Hear the silent. Listen for the impossible. Touch lightly. Once we’ve learned that, we’ll know that even a murmur can matter. That the acts we do take, however small they may seem, always leave something behind.

Give everything its space. Haunted or not.

That’s the hole lesson right there.

Greater Scope

Wow. Wow. And wow again.

In the rich variety of the English language, with all its nuanced shades of meaning, there really isn’t a better word. Not for a space geek suddenly faced with the first photos from the James Webb Space Telescope.

WOW!

If you haven’t seen the images yet, make the time. Right now. I mean it, I’ll still be waiting here when you come back. The rest of us can tell you: They’re just. That. Good.

When I went to college in the 1990s, the first photos came back from the recently repaired Hubble. The world was floored then, too. Over the next two decades or so, we saw the universe as it had never been seen before: rich, vivid and inviting.

I still treasure those discoveries. But the images arriving from Webb now make Hubble look like a pinhole camera.

“It’s amazing how gorgeous, scary, mind-blowing and hopeful it all is,” one person commented to the NASA Twitter account. Someone else called the pictures “the most INSANE BEAUTIFUL things ever!!!” Amidst the brilliance and wonder of the galaxies and nebulae shown – so close, so beautiful – more than one person said how small it made everything else feel.

I get that. I really do. But I want to flip the direction for a second.

Because in the face of all of this, I don’t feel small at all.

It’s true, starting the universe in the face has a way of putting things in perspective. Earthly matters seem to dwindle by comparison: our prejudices, our conflicts, even the Avalanche’s third Stanley Cup. But it’s not like there’s a spot labeled “You are Here” where The Universe sits just beyond the fence line, the next-door neighbor with the awesome photo albums.

We’re in it. Of it.  Right here. Right now. Not a disconnected viewer, but a participant tied in to all the rest.

“It makes me feel more important,” my wife Heather told me after we’d both absorbed it all for a while. “Like there’s this wonderful, beautiful universe and I get to be a small part of it. And it’s part of me, too.”  

I promise, I’m not going to turn into Yoda on you. Not today, anyway. But I want to linger on that point.

It’s easy to feel small. Many of us do it every day. We face a world that constantly seems beyond our strength, with more and more weighing us down, from the personal to the global. And so we decide we’re insignificant, that nothing we do could possibly matter.

But when we look outward, we rekindle hope.

A fan of time-travel fiction once noted that we write story after story about how taking a small action in the past can transform the present.
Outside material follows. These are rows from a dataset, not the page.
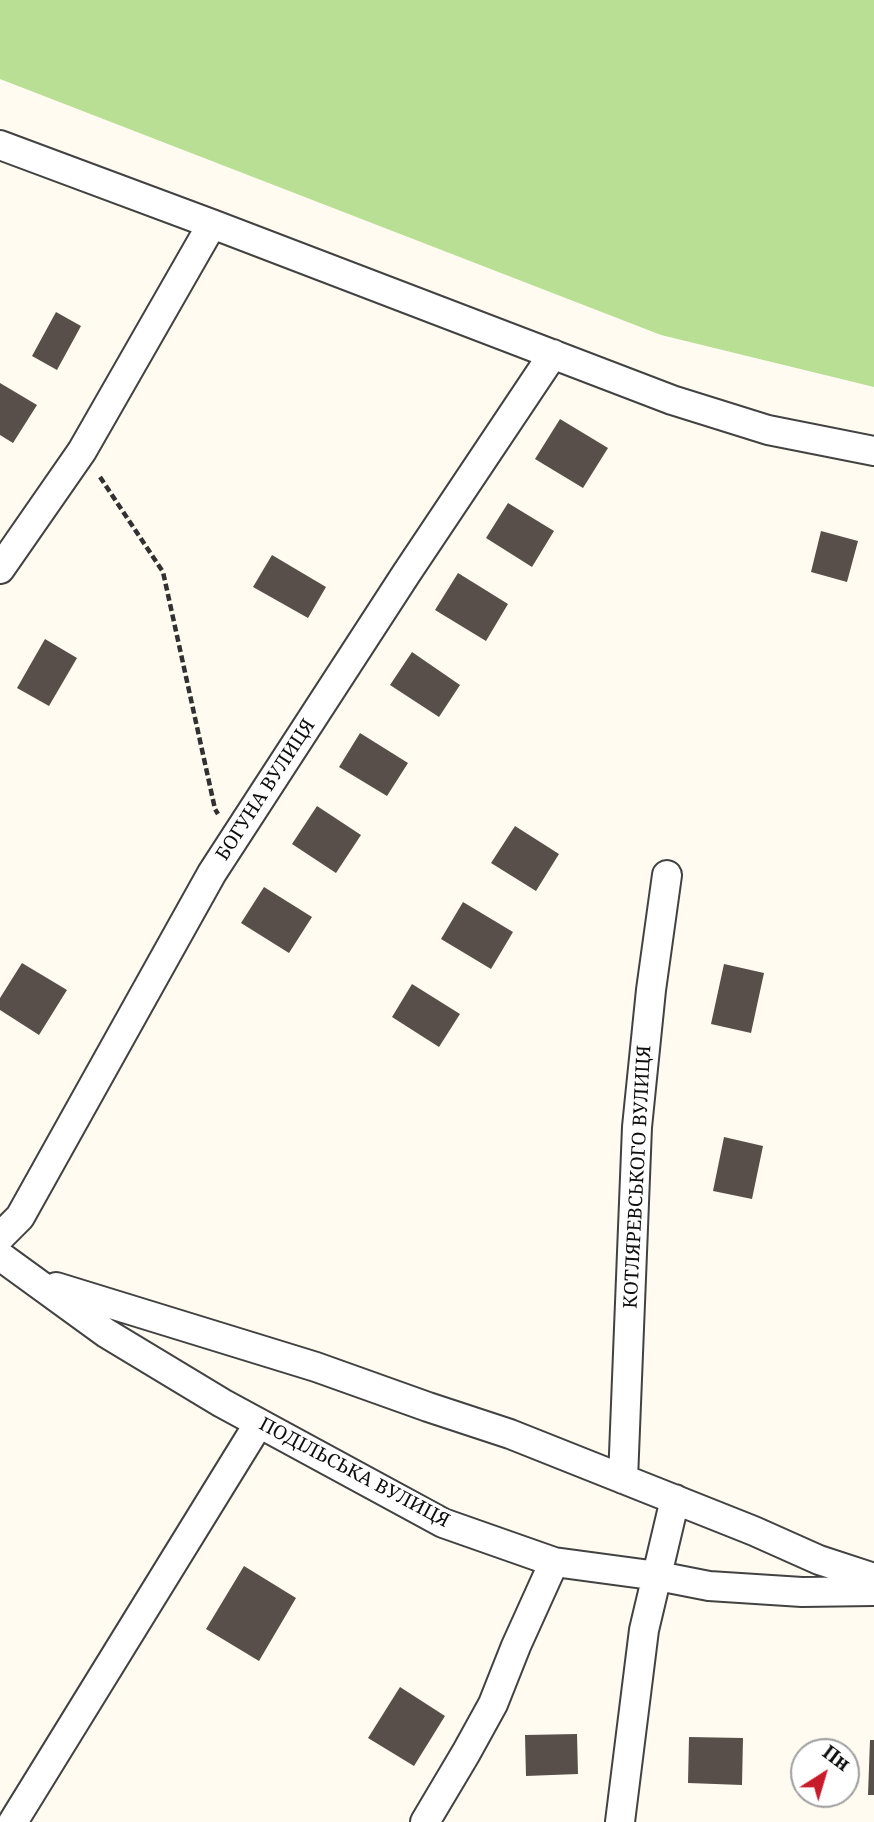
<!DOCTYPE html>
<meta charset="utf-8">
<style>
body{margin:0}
#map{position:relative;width:874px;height:1822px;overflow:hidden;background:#fffbf0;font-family:"Noto Serif",serif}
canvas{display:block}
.north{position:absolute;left:790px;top:1738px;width:70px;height:70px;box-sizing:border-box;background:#fff;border:2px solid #9f9f9f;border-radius:50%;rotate:37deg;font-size:19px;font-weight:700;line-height:28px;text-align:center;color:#0f0f0f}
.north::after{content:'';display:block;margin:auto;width:24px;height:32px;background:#c91c2b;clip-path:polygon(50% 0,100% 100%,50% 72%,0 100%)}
</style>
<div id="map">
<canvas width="874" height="1822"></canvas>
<div class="north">Пн</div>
</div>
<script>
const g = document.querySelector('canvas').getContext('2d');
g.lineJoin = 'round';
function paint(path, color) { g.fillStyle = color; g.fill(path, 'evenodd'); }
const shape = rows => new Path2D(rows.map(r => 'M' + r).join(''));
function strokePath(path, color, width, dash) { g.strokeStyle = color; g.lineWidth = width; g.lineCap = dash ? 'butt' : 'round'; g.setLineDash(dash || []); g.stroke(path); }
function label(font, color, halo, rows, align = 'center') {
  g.font = font + ' "Noto Serif",serif'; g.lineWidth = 7; g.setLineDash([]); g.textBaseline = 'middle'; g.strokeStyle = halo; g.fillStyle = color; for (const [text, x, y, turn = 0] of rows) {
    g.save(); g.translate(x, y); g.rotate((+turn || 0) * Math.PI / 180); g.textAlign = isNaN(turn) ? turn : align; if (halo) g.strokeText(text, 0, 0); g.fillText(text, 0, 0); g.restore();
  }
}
paint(shape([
 [0,0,874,0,874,387,661,335,0,79]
]), '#b9df94');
paint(shape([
 [56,312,81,326,57,370,32,356],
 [0,383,37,405,13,443,0,435],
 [560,419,608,448,583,488,535,459],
 [508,503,554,531,532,567,486,538],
 [821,531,858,541,847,582,811,572],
 [272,555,326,587,308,618,253,587],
 [458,573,508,604,486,641,435,610],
 [45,639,77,658,49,706,17,688],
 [412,652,460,685,439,717,390,685],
 [360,733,408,763,387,796,339,767],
 [317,806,361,835,336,873,292,844],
 [515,826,559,854,536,891,491,863],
 [264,887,312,917,289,953,241,923],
 [463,902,513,932,491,969,441,939],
 [22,963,67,990,39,1035,0,1010,0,998],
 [724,964,764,973,751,1033,711,1024],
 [412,984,460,1014,439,1047,392,1017],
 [724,1137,763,1146,752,1199,713,1191],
 [244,1566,296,1598,259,1661,206,1629],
 [400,1687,445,1716,414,1766,368,1738],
 [577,1734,578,1774,526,1776,525,1735],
 [689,1737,743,1738,742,1785,688,1783],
 [870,1740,874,1740,874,1795,868,1795]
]), '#584f4a');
const minor = shape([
 [0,145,212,224,672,400,768,430,874,451],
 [0,569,82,451,212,224],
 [0,1237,20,1217,212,873,406,574,553,354],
 [0,1256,106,1333,222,1403,443,1523,554,1562,658,1576,709,1586,802,1592,874,1591],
 [56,1287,316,1367,428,1407,510,1434,754,1531,819,1560,874,1578],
 [623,1479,637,1127,651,990,667,875],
 [13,1822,259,1423],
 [425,1822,466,1753,493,1704,516,1646,554,1562],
 [620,1822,644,1630,675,1499]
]);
strokePath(minor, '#424242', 32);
strokePath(shape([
 [100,477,163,572,215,809,218,814]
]), '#313131', 4.5, [7, 3.5]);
strokePath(minor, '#fff', 28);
label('19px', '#0f0f0f', '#fff', [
 ["БОГУНА ВУЛИЦЯ",266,790,-57],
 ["КОТЛЯРЕВСЬКОГО ВУЛИЦЯ",638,1177,-87],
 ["ПОДІЛЬСЬКА ВУЛИЦЯ",354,1473,28]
]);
</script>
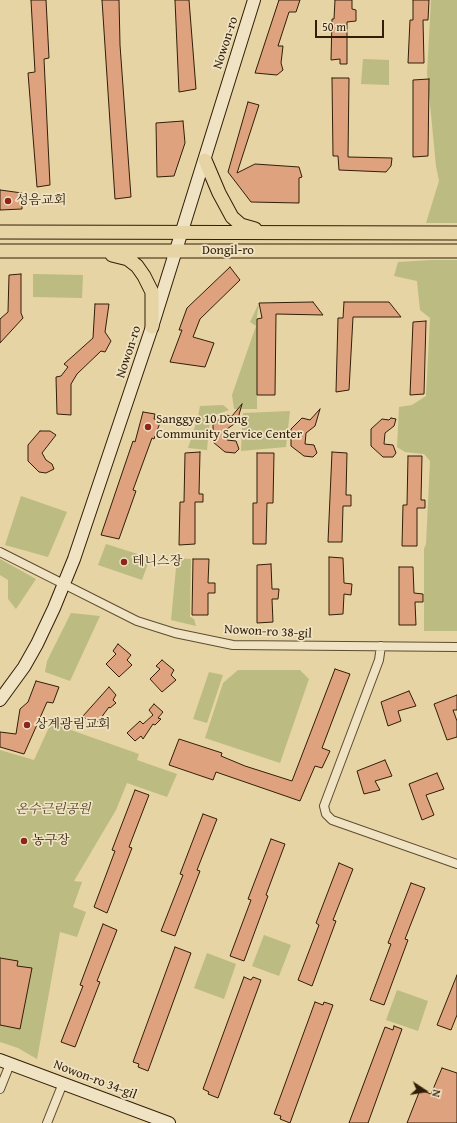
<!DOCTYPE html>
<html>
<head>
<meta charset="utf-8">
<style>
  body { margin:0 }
  #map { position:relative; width:457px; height:1123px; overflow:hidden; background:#e6d4a4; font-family:"Gentium Book Plus",serif }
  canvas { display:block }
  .north { position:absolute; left:405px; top:1071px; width:40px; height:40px; -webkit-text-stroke:3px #efe3c4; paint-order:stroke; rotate:102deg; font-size:11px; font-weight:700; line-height:16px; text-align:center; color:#321e08 }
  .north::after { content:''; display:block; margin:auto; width:14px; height:18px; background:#321e08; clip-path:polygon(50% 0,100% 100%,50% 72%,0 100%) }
  .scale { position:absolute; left:315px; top:20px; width:69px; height:18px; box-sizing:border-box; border:2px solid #321e08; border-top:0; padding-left:5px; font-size:12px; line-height:14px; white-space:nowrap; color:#321e08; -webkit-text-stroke:3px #efe3c4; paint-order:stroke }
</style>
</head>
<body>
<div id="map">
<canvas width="457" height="1123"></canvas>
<div class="north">N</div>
<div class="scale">50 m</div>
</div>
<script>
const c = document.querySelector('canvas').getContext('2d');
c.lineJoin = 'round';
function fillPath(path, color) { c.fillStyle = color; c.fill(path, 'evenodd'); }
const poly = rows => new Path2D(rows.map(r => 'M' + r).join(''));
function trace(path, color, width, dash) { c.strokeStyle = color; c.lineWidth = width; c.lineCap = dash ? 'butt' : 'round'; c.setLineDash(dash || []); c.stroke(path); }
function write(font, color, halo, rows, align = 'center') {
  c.font = font + ' "Gentium Book Plus","Noto Serif KR",serif'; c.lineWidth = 3.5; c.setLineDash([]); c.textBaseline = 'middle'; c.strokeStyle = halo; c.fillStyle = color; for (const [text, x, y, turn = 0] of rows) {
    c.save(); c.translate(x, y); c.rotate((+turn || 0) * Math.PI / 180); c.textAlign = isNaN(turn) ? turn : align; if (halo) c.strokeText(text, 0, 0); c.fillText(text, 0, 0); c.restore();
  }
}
fillPath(poly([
  [431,0,457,0,457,223,426,223,439,181,436,166,427,73],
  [363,59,389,60,389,85,361,84],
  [432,260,457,260,457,631,424,631,424,549,426,544,430,461,424,454,405,452,397,447,399,407,412,405,426,396,430,318,420,310,417,281,394,276,398,262],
  [33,274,83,275,82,298,33,297],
  [259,303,257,317,257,409,234,409,232,395,256,326,250,322],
  [223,405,229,410,215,415,209,427,207,450,188,448,198,417,200,406],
  [290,411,286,447,241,451,243,413],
  [21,496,67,512,48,557,5,545],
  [106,544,150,558,142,580,98,565],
  [173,558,191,559,190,617,194,619,196,626,171,620,176,568],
  [0,559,36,579,16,609,8,599,8,580,0,575],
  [71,613,100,616,70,681,45,672,47,661],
  [238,670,300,670,309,679,280,763,205,738,223,683],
  [209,672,223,675,207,723,193,719],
  [51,723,139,754,137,760,177,774,167,797,127,783,116,810,74,881,82,882,73,907,86,912,77,937,60,932,37,1059,18,1048,0,1042,0,750,34,760],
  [264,935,291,945,279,976,252,966],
  [207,953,236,964,224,999,194,988],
  [397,990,428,1001,418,1031,386,1020]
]), '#bbbb82');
const building = poly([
  [31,0,46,0,49,58,44,59,50,185,37,187,28,73,35,72,31,0],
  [102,0,119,0,120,45,131,197,115,199,102,0],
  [175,0,189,0,196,89,179,92,175,0],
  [279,0,300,0,296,12,289,12,278,46,283,46,281,63,283,70,277,75,255,73,279,0],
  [335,0,352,0,352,9,356,10,356,21,347,22,347,64,340,64,340,59,331,60,332,19,334,19,335,0],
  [413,0,429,0,428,20,423,20,424,63,408,63,410,20,413,20,413,0],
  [332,78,349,78,348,157,392,158,391,166,386,172,339,170,338,156,333,156,332,78],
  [429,79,428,156,413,157,413,80,429,79],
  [248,102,259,105,237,173,255,164,299,167,302,177,299,178,299,203,251,202,228,172,248,102],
  [183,121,185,143,174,176,157,177,156,123,183,121],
  [0,190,22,193,22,209,0,210,0,190],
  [230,267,240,280,200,319,193,337,214,343,205,367,170,362,182,330,179,330,187,308,230,267],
  [21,274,21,313,23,318,0,343,0,319,8,312,9,275,21,274],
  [313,302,323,315,276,314,275,395,257,395,257,319,262,318,259,303,313,302],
  [344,302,389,302,401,317,353,317,349,390,336,392,338,318,343,318,344,302],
  [95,304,109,304,105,332,111,341,105,352,101,351,77,374,71,384,71,415,57,414,56,377,61,376,68,367,64,364,93,338,95,304],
  [426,321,424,394,410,395,413,322,426,321],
  [242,404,237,422,227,429,227,440,236,441,239,449,235,453,225,452,213,442,213,425,224,415,232,416,242,404],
  [320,409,315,426,306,433,305,444,314,445,317,453,313,457,304,456,291,446,291,429,302,418,310,420,320,409],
  [143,412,155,414,154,419,161,420,154,439,152,438,133,490,136,491,119,539,101,535,133,441,135,442,143,412],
  [391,418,396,419,394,426,385,433,384,444,393,445,396,453,393,457,383,457,371,446,371,429,382,419,389,420,391,418],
  [40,431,50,431,56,435,42,453,46,460,52,464,54,469,46,473,39,472,28,461,28,445,40,431],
  [200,452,199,494,203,494,203,502,195,502,195,544,179,545,180,502,184,502,185,453,200,452],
  [332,452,347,453,346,495,351,495,351,506,343,506,342,542,328,542,332,452],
  [257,453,274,453,273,503,267,503,266,544,253,544,253,503,257,503,257,453],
  [408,456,422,456,421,500,425,500,425,508,417,508,417,546,402,546,403,505,407,505,408,456],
  [329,557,343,558,344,583,352,584,351,595,344,594,343,614,329,615,329,557],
  [193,559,209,559,208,583,215,583,215,593,208,593,208,615,192,615,193,559],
  [271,564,272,589,279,589,278,599,272,599,273,622,257,623,257,565,271,564],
  [399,567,413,567,414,593,423,594,423,602,415,602,416,625,399,625,399,567],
  [118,644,131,655,127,660,132,665,119,677,106,664,116,654,113,651,118,644],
  [162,660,174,670,171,675,176,680,162,692,150,679,160,669,156,666,162,660],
  [335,669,350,674,322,748,330,751,322,768,315,766,300,801,216,772,213,780,169,765,179,739,222,753,221,756,245,766,292,781,335,669],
  [36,681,59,687,53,703,47,702,24,754,0,747,0,732,16,734,20,709,28,702,36,681],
  [109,687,116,695,113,700,116,703,110,708,109,707,98,722,96,719,91,724,83,716,109,687],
  [409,691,416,706,398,711,401,721,388,726,381,702,409,691],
  [457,695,457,710,453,710,457,721,457,737,447,740,434,704,457,695],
  [154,704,163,712,158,718,161,719,155,725,153,724,143,739,141,736,135,741,127,733,140,721,143,724,153,715,149,710,154,704],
  [385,760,392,776,375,781,380,790,364,794,357,771,385,760],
  [437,773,444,789,426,795,434,815,422,820,409,784,437,773],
  [135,790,149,795,129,847,132,848,107,913,94,907,115,851,112,850,135,790],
  [203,814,217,819,197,870,200,871,175,936,161,931,183,875,180,874,203,814],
  [271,839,285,844,266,895,268,896,244,961,230,956,251,900,248,899,271,839],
  [339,863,353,869,333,920,336,921,312,986,298,980,319,925,316,923,339,863],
  [411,883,425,888,405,939,408,940,384,1005,370,1000,391,944,388,943,411,883],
  [103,924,117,930,97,981,100,982,75,1047,61,1042,83,986,80,985,103,924],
  [175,947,191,953,148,1071,138,1067,139,1064,133,1062,175,947],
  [0,958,18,961,17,966,32,968,20,1029,0,1025,0,958],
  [457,975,457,1015,451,1030,437,1025,457,975],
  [244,977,251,980,253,977,261,980,218,1098,208,1094,209,1092,203,1089,244,977],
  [315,1002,323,1005,324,1002,333,1005,290,1123,280,1119,281,1116,274,1114,315,1002],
  [394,1026,402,1029,368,1123,349,1123,385,1027,393,1030,394,1026],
  [442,1068,457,1073,457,1123,407,1123,420,1090,431,1094,442,1068]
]);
fillPath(building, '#dfa27f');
trace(building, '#321e08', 1);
const street = poly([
  [0,552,137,621,175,633,233,645,457,647],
  [381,646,379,660,324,806,326,814,332,820,457,864],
  [0,1089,10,1064],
  [47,1123,63,1083]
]);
const secondary = poly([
  [0,700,24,667,37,644,54,608,74,559,152,327,254,0],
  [0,1060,169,1123]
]);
const primary = poly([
  [205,160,219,193,232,217,241,225,255,229],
  [0,232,457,233],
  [0,251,457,251],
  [112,255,128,259,137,266,144,276,152,292,152,327]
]);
trace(street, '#5f4c2f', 10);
trace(secondary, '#321e08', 14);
trace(primary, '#321e08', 15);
trace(street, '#efe3c4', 8);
trace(secondary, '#efe3c4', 12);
trace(primary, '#e6d4a4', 13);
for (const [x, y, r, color] of [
  [8,201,4,"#8f2418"],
  [148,427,4,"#8f2418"],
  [124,562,4,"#8f2418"],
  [27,725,4,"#8f2418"],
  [24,841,4,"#8f2418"]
]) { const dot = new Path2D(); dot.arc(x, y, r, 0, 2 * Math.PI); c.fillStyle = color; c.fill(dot); trace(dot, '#efe3c4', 1.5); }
write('13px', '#321e08', '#efe3c4', [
  ["Nowon-ro",226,43,-72],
  ["Dongil-ro",228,251],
  ["Nowon-ro",129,352,-72],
  ["Nowon-ro 38-gil",268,632,3],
  ["Nowon-ro 34-gil",95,1080,21]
]);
write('13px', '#321e08', '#efe3c4', [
  ["성음교회",16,201],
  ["Sanggye 10 Dong",156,420],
  ["Community Service Center",156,435],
  ["테니스장",132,562],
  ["상계광림교회",35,725],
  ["농구장",32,841]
], 'left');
write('italic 13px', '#544526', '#efe3c4', [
  ["온수근린공원",53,810]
]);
</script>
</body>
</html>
And yet, he wrote, we remain skeptical that a small action now could transform the future.

Perspectives in space. Perspectives in time. Either way, we see the connections. We see ourselves: not small or insignificant, but part of something bigger, where every tiny piece is part of the greater beauty.

Maybe, just maybe, that view can help us shift our bit of the universe. Right here. Right now.

So go on. Take another look. Let yourself “wow” again.

It’s amazing what can happen when you get tangled up in the Webb.